Attorneys for Headley said in the lawsuit that the type of behavior exhibited by the peace officers with HRA was the norm, not the exception.

“The City has long known that HRA security staff frequently mistreat HRA clients at HRA offices. HRA staff instigate physical violence,” the lawsuit said. “They foster an environment of fear. And they are quick to summon the NYPD to make arrests, even absent probable cause or where HRA staff themselves initiated the conflict.”

They claimed that reports from advocacy groups and the media have long highlighted various incidents involving clients and HRA peace officers, and that the agency has been sued on a number of other occasions over behavior similar to what Headley experienced.

“These lawsuits make painfully clear that the violent abuse of HRA clients is a feature, not a bug, of the HRA system,” the lawsuit said.

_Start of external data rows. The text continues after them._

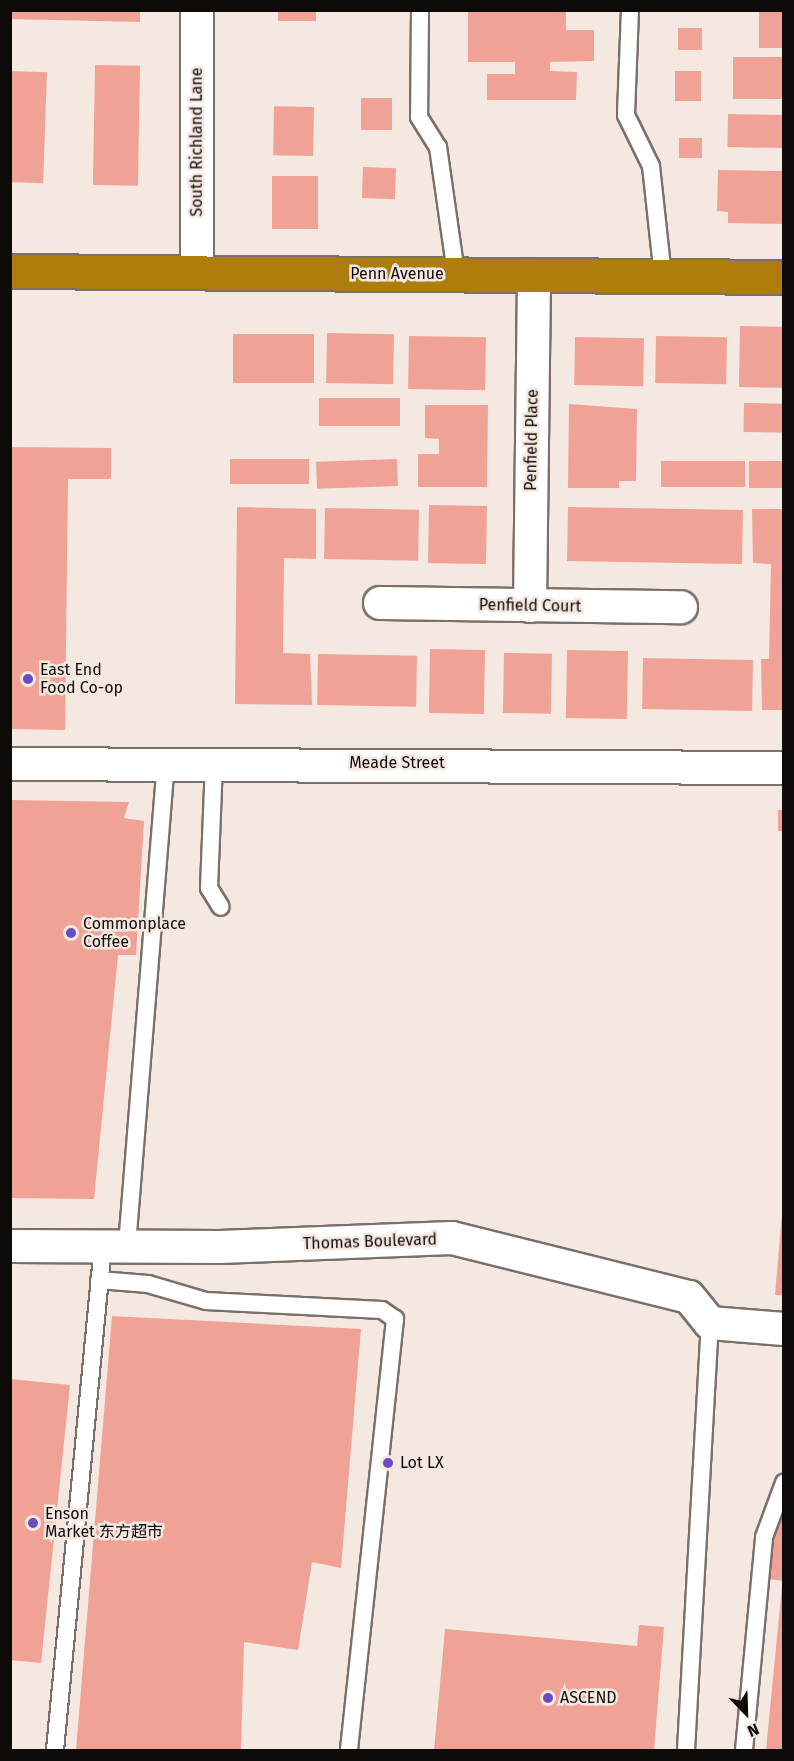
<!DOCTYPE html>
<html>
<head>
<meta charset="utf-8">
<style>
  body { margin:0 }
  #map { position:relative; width:794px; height:1761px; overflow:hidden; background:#f5e8e0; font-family:"Fira Sans","Noto Sans SC",sans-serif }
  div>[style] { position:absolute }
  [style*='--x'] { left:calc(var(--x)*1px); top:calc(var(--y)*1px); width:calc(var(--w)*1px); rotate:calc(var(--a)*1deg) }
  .building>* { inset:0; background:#efa295; transform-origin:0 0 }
  .roads { filter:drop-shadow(2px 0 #7b7069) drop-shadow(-2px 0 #7b7069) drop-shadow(0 2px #7b7069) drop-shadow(0 -2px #7b7069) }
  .lane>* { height:16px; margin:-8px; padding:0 8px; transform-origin:8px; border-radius:8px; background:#fff }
  .street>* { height:32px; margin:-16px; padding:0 16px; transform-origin:16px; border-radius:16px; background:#fff }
  .highway>* { height:33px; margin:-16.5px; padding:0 16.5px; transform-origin:16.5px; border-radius:16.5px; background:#af7d0b }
  .dots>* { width:16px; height:16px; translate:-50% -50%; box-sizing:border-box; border:3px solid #f5e8e0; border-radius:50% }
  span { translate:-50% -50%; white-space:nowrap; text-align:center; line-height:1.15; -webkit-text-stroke:5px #f5e8e0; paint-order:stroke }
  .street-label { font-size:16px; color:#0e0a08 }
  .poi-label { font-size:16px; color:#0e0a08 }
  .left { translate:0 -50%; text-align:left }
  .frame { position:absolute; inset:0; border:12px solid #0e0a08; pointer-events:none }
  .north { position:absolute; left:716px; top:1683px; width:60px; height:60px; -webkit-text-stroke:4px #f5e8e0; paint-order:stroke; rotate:157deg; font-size:16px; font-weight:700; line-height:24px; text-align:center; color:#0e0a08 }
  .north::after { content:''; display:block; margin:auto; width:21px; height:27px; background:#0e0a08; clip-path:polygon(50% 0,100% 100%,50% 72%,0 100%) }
</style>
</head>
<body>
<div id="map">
  <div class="building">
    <i style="clip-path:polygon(10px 10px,140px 10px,140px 22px,10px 19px)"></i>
    <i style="left:278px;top:10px;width:38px;height:11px"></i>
    <i style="clip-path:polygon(468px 10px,566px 10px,566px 30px,594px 30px,594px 61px,550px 62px,550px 71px,577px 72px,576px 100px,487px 100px,487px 74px,515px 74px,515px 62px,468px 62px)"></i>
    <i style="left:759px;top:10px;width:25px;height:38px"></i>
    <i style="left:678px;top:28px;width:24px;height:22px"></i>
    <i style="left:733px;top:57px;width:51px;height:42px"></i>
    <i style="left:95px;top:65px;width:45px;height:120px;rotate:1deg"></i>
    <i style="left:10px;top:71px;width:37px;height:111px;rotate:2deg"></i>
    <i style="left:675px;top:71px;width:26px;height:30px"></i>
    <i style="left:392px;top:98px;width:32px;height:31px;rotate:90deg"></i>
    <i style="left:314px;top:107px;width:49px;height:40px;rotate:91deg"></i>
    <i style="left:728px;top:114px;width:56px;height:33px;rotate:1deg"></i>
    <i style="left:679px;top:138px;width:23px;height:20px"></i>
    <i style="left:363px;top:167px;width:33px;height:31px;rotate:2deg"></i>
    <i style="clip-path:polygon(718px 170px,784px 171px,784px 224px,728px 223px,728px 212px,717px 211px)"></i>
    <i style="left:272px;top:176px;width:46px;height:53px"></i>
    <i style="left:740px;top:326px;width:44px;height:61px;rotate:1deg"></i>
    <i style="left:327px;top:333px;width:67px;height:50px;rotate:1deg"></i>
    <i style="left:233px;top:334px;width:81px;height:49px"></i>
    <i style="left:409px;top:336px;width:77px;height:53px;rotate:1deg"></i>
    <i style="left:656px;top:336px;width:71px;height:47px;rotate:1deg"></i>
    <i style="left:575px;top:337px;width:69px;height:48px;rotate:1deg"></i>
    <i style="left:400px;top:398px;width:28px;height:81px;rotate:90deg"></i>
    <i style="left:744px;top:403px;width:40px;height:29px;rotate:1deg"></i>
    <i style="clip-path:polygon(569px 404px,637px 409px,636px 481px,619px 481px,619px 488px,568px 488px)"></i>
    <i style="clip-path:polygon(425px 405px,488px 405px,487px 487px,418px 487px,418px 454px,439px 454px,439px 439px,425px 438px)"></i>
    <i style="clip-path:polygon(10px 447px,111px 448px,111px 479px,68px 479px,65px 730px,10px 729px)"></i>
    <i style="left:230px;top:459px;width:79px;height:25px"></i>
    <i style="left:397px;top:459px;width:27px;height:81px;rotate:88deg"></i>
    <i style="left:745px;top:461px;width:26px;height:84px;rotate:90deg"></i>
    <i style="left:749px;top:461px;width:35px;height:27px"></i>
    <i style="left:429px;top:505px;width:58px;height:58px;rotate:1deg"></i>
    <i style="clip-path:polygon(237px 507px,316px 509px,316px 559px,284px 558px,283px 653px,310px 654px,312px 705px,235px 704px)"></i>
    <i style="left:568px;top:507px;width:175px;height:54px;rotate:1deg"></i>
    <i style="left:325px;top:508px;width:94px;height:51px;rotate:1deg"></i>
    <i style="clip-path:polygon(752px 509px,784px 509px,784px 710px,762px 710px,761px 659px,769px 659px,771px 564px,753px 563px)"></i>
    <i style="left:430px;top:649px;width:55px;height:64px;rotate:1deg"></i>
    <i style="left:567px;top:650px;width:61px;height:68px;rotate:1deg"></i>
    <i style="left:504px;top:653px;width:48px;height:60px;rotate:1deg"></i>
    <i style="left:318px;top:654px;width:99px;height:51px;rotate:1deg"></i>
    <i style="left:643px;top:658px;width:110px;height:51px;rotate:1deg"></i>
    <i style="clip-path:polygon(10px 800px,129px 802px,124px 818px,144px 821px,136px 955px,118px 955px,94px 1199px,10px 1198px)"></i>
    <i style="left:778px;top:810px;width:6px;height:21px"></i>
    <i style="clip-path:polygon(782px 1214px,784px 1214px,784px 1295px,775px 1295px)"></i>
    <i style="clip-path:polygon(112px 1316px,361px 1329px,341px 1568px,312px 1562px,298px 1650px,244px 1642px,241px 1750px,76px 1750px)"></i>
    <i style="clip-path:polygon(10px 1379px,70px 1385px,41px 1663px,10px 1660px)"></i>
    <i style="clip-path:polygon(774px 1513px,784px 1514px,784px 1581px,768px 1579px)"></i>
    <i style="clip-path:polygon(782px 1586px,784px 1750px,766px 1750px)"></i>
    <i style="clip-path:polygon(639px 1625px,664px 1627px,654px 1750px,434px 1750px,445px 1629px,637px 1646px)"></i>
  </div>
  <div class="roads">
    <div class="lane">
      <i style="--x:420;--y:10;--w:107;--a:90.5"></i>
      <i style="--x:419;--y:117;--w:36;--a:58"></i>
      <i style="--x:438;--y:147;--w:128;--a:81.9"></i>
      <i style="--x:630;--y:10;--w:105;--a:92.2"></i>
      <i style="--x:626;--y:115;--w:57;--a:63.9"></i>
      <i style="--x:651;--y:166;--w:111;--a:83.8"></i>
      <i style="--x:214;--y:763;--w:125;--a:92.3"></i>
      <i style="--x:209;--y:888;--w:22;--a:58"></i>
      <i style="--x:127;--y:1246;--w:485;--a:-85.4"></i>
      <i style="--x:99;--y:1280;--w:49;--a:4.7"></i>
      <i style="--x:148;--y:1284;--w:60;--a:16.3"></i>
      <i style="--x:206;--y:1301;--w:176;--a:2.9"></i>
      <i style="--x:382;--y:1310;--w:16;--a:35"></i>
      <i style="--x:395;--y:1319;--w:433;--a:96.1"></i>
      <i style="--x:55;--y:1750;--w:507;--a:-84.57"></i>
      <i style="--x:686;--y:1750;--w:428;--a:-86.8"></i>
      <i style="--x:744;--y:1750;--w:214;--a:-84.6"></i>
      <i style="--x:764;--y:1537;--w:58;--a:-69.7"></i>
    </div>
    <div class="street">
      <i style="--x:197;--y:273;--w:263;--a:-90"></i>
      <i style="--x:380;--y:603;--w:301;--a:0.8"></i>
      <i style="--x:530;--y:606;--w:331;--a:-89.3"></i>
      <i style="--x:10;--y:764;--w:774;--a:0.3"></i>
      <i style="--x:10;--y:1246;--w:210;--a:0.3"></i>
      <i style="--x:220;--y:1247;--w:232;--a:-2.2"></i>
      <i style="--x:452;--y:1238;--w:244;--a:14"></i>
      <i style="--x:689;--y:1297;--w:33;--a:51"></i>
      <i style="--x:710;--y:1323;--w:74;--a:4.6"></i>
    </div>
    <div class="highway">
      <i style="--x:10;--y:271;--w:774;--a:0.44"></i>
    </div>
  </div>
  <div class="dots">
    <i style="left:28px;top:679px;background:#6b4bc4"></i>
    <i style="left:71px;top:933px;background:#6b4bc4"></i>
    <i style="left:388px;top:1463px;background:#6b4bc4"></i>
    <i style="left:33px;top:1523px;background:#6b4bc4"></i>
    <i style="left:548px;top:1698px;background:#6b4bc4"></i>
  </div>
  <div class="street-label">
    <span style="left:197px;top:142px;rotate:-90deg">South Richland Lane</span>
    <span style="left:397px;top:274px">Penn Avenue</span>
    <span style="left:532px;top:440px;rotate:-89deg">Penfield Place</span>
    <span style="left:530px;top:606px;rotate:1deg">Penfield Court</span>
    <span style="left:397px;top:763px">Meade Street</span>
    <span style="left:370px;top:1242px;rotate:-2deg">Thomas Boulevard</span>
  </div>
  <div class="poi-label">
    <span class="left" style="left:40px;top:679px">East End<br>Food Co-op</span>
    <span class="left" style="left:83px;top:933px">Commonplace<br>Coffee</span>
    <span class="left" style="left:400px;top:1463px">Lot LX</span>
    <span class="left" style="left:45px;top:1523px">Enson<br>Market 东方超市</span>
    <span class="left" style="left:560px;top:1698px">ASCEND</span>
  </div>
  <div class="frame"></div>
  <div class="north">N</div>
</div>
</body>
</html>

That was the result of a lack of training for HRA security staff by the city, attorneys for Headley claimed. That included a failure to train those officers on child-sensitive arrest policies, which they said would have prevented a situation like Headley’s, where her child was a witness to her arrest and then taken from her.

Their complaint is composed of 12 causes of action, including allegations of a false arrest by police officers, malicious prosecution, excessive force and other claims. Headley is seeking compensatory and punitive damages, the amounts of which would be determined at trial. She’s also seeking attorneys’ fees.

The lead attorneys on the case from Emery Celli are Katie Rosenfeld and Emma Freeman.

“Ms. Headley refused to be demeaned by HRA officers just because she needed help,” Rosenfeld said. “What followed was a shameful display of violence and punishment.”

A spokesman from the New York City Department of Social Services said the agency couldn’t comment on the litigation, but that the incident was a wake-up call for them to improve the experience at public benefit centers.

“While we cannot comment on pending litigation, last year’s incident involving Ms. Headley painfully illustrated that more has to be done to improve the client experience in our centers,” said Isaac McGinn, a spokesman for the agency.

They’ve now implemented and continue to implement systemic changes, like retraining all security staff on deescalation techniques and new response protocols with the NYPD, to prevent an incident like Headley’s from happening again, McGinn said.